Artificial Intelligence 11 min read

How DeepSeek-OCR Achieves 10× Context Compression with Vision Tokens

DeepSeek-OCR, a newly open‑sourced 3B‑parameter OCR model, uses a novel DeepEncoder and a 3B MoE decoder to compress long‑text contexts into visual tokens, achieving up to 10× compression with 97% accuracy and demonstrating strong practical performance on benchmarks and multilingual documents.

DataFunTalk

Oct 20, 2025

How DeepSeek-OCR Achieves 10× Context Compression with Vision Tokens

Introduction

DeepSeek recently open‑sourced a new OCR model called DeepSeek‑OCR. The 3‑billion‑parameter model has quickly attracted over 100 downloads and is built by three DeepSeek researchers who previously developed the GOT‑OCR2.0 system.

Model Overview

DeepSeek‑OCR explores optical compression of long‑text contexts by converting text into visual tokens. The architecture consists of two core components: a visual encoder (DeepEncoder) and a decoder (DeepSeek‑3B‑MoE‑A570M).

DeepEncoder

DeepEncoder extracts image features, tokenizes and compresses them into a small number of visual tokens.

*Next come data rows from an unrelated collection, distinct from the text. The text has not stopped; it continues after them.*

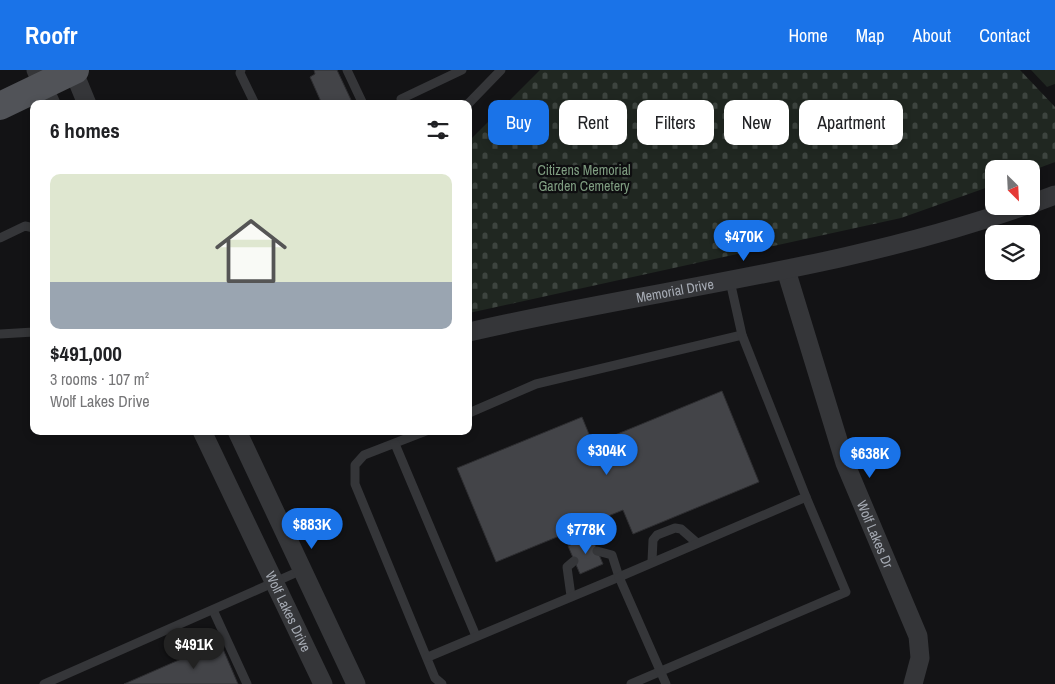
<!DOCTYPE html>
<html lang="en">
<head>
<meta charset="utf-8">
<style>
  :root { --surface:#fff; --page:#f2f2f2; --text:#202124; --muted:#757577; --line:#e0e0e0; --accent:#1a73e8 }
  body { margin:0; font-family:"Archivo Narrow",sans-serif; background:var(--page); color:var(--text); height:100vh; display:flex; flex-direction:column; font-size:19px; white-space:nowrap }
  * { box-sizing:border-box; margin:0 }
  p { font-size:16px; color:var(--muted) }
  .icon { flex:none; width:28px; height:28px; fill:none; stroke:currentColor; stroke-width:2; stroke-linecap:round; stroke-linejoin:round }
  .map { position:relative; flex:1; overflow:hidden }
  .side { position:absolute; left:30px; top:30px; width:442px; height:335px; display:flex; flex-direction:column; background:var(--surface); border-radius:10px; box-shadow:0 2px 8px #0003 }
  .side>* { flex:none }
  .hud { position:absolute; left:488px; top:30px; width:475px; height:45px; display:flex; gap:10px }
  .needle { width:32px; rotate:156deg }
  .buttons { position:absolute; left:985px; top:90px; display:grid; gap:10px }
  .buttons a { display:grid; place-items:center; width:55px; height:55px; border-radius:10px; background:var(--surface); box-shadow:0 2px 8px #0003; font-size:25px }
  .price { position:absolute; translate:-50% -42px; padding:0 11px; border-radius:18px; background:var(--accent); color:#fff; font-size:16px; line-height:32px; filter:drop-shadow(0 1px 2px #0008) }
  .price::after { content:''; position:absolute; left:50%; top:30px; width:15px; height:11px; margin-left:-8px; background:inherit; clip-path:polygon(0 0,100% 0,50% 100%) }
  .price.on { background:#222; color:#fff }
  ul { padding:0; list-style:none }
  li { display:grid; align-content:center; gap:10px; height:265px; padding:0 20px }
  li+li { border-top:1px solid var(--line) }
  li span { display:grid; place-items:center; height:155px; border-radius:10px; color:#555 }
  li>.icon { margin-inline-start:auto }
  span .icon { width:90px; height:90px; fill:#fffc; stroke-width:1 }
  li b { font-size:21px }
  h2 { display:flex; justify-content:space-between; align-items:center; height:60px; padding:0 20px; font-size:21px }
  .pill { padding:0 18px; border-radius:10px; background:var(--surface); box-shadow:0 2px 8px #0003; font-size:18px; line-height:45px }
  .pill.on { background:var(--accent); color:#fff }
  header { display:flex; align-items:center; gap:30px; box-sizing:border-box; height:70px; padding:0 25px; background:var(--accent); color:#fff }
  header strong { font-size:24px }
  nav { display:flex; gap:28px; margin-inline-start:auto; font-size:18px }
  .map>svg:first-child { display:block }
  .green { fill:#202721 }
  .cemetery { fill:url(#cemetery-stones) }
  .building { fill:#434448; stroke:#2e2e31 }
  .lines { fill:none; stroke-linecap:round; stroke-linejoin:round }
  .service { stroke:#353639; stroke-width:9 }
  .minor { stroke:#353639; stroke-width:19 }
  .primary { stroke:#515358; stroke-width:28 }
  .labels { text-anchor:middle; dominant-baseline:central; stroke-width:4.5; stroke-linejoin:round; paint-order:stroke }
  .park-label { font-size:14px; fill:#7f9d81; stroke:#0e0e10 }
  .street-label { font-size:14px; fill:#a6abb4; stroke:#0e0e10 }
</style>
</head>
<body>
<header>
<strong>Roofr</strong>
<nav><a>Home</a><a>Map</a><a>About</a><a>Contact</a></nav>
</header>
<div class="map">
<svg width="1055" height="614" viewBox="0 0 1055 614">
  <defs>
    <pattern id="cemetery-stones" width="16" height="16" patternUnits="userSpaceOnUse" patternTransform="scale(1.25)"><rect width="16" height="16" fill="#202721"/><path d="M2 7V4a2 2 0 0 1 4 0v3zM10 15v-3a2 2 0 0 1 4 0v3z" fill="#3d443f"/></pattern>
  </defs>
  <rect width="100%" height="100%" fill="#131315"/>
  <polygon class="green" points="1031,0 1055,0 1055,14 1047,17"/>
  <polygon class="cemetery" points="540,0 1020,0 1055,37 1055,92 1031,101 1031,99 994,99 994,115 901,148 469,243 469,71"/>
  <g class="building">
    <polygon points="314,0 337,0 352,32 322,34 310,7 315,4"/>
    <polygon points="722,321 759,412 633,464 623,440 496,492 457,398 582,347 593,374"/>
    <polygon points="591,466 603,494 580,504 568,476"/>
    <polygon points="220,572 238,614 124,614"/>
  </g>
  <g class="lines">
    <g class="service">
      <polyline points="241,0 240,3 255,34"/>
      <polyline points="347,0 363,34"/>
      <polyline points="401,29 462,0"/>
      <polyline points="468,34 501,0"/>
      <polyline points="0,168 25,156 34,158"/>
      <polyline points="0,264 34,262"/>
      <polyline points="469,343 536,314 742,265"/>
      <polyline points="426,361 364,385 355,395 355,414 435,608 442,614"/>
      <polyline points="395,374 476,566"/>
      <polyline points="652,491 653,470 657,465 675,458 681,459 697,473"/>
      <polyline points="571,526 567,497 574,491"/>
      <polyline points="213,540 247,614"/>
      <polyline points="428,587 619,507 612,485 597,481"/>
      <polyline points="44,614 302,500"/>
      <polyline points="631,614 846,522 806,427"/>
      <polyline points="666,614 619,507 806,427 742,265 730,211"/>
    </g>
    <g class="minor">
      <polyline points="36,0 51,34"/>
      <polyline points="73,0 87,34"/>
      <polyline points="1031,134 1055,125"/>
      <path id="s1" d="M786,200L845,393L918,566L920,588L913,614"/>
      <path id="s2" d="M469,262C654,219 844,200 1024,136"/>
      <path id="s3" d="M202,361L323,614"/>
      <polyline points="237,361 356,614"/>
    </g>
    <polyline class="primary" points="0,36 75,0"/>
  </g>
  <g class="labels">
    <g class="park-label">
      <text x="584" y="100">Citizens Memorial<tspan x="584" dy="16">Garden Cemetery</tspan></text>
    </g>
    <g class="street-label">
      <text stroke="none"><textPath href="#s2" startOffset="210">Memorial Drive</textPath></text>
      <text stroke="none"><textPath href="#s1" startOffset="279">Wolf Lakes Dr</textPath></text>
      <text stroke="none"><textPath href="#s3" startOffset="200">Wolf Lakes Drive</textPath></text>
    </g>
  </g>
</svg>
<div class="buttons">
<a><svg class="needle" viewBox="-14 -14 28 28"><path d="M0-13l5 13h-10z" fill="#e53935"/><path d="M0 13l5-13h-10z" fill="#757577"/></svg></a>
<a><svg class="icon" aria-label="layers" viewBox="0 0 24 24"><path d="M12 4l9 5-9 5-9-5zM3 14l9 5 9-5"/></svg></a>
</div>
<b class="price" style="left:744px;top:192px">$470K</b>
<b class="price" style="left:607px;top:406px">$304K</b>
<b class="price" style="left:870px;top:409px">$638K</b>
<b class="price" style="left:312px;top:480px">$883K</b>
<b class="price" style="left:586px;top:485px">$778K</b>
<b class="price on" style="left:194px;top:600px">$491K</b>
<div class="hud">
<a class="pill on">Buy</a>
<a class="pill">Rent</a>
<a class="pill">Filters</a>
<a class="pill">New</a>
<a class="pill">Apartment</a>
</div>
<section class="side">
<h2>6 homes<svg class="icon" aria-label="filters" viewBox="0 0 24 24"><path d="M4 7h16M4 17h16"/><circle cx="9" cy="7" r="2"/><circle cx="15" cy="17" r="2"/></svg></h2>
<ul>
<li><span style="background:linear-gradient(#dfe7d0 70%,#9aa5b1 0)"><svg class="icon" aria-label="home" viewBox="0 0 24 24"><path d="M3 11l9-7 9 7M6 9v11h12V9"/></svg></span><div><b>$491,000</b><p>3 rooms · 107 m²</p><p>Wolf Lakes Drive</p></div></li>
</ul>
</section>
</div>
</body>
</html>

It combines an 80M SAM‑base module with a 300M CLIP‑large module, totaling about 380M parameters. The encoder processes high‑resolution inputs with low activation, supports multi‑resolution, and produces a compact token set (e.g., 4096 patches reduced to 256 tokens after compression).

MoE Decoder

The decoder uses DeepSeek‑MoE (3B‑parameter Mixture‑of‑Experts). During inference, 6 out of 64 expert routers and 2 shared experts are activated, resulting in about 570M active parameters. This design offers the expressive power of a 3B model with the inference efficiency of a 500M‑parameter model.

Data Engine

DeepSeek assembled diverse training data:

OCR 1.0 – traditional scene and document OCR.

OCR 2.0 – complex synthetic images such as charts, chemical formulas, and geometric diagrams.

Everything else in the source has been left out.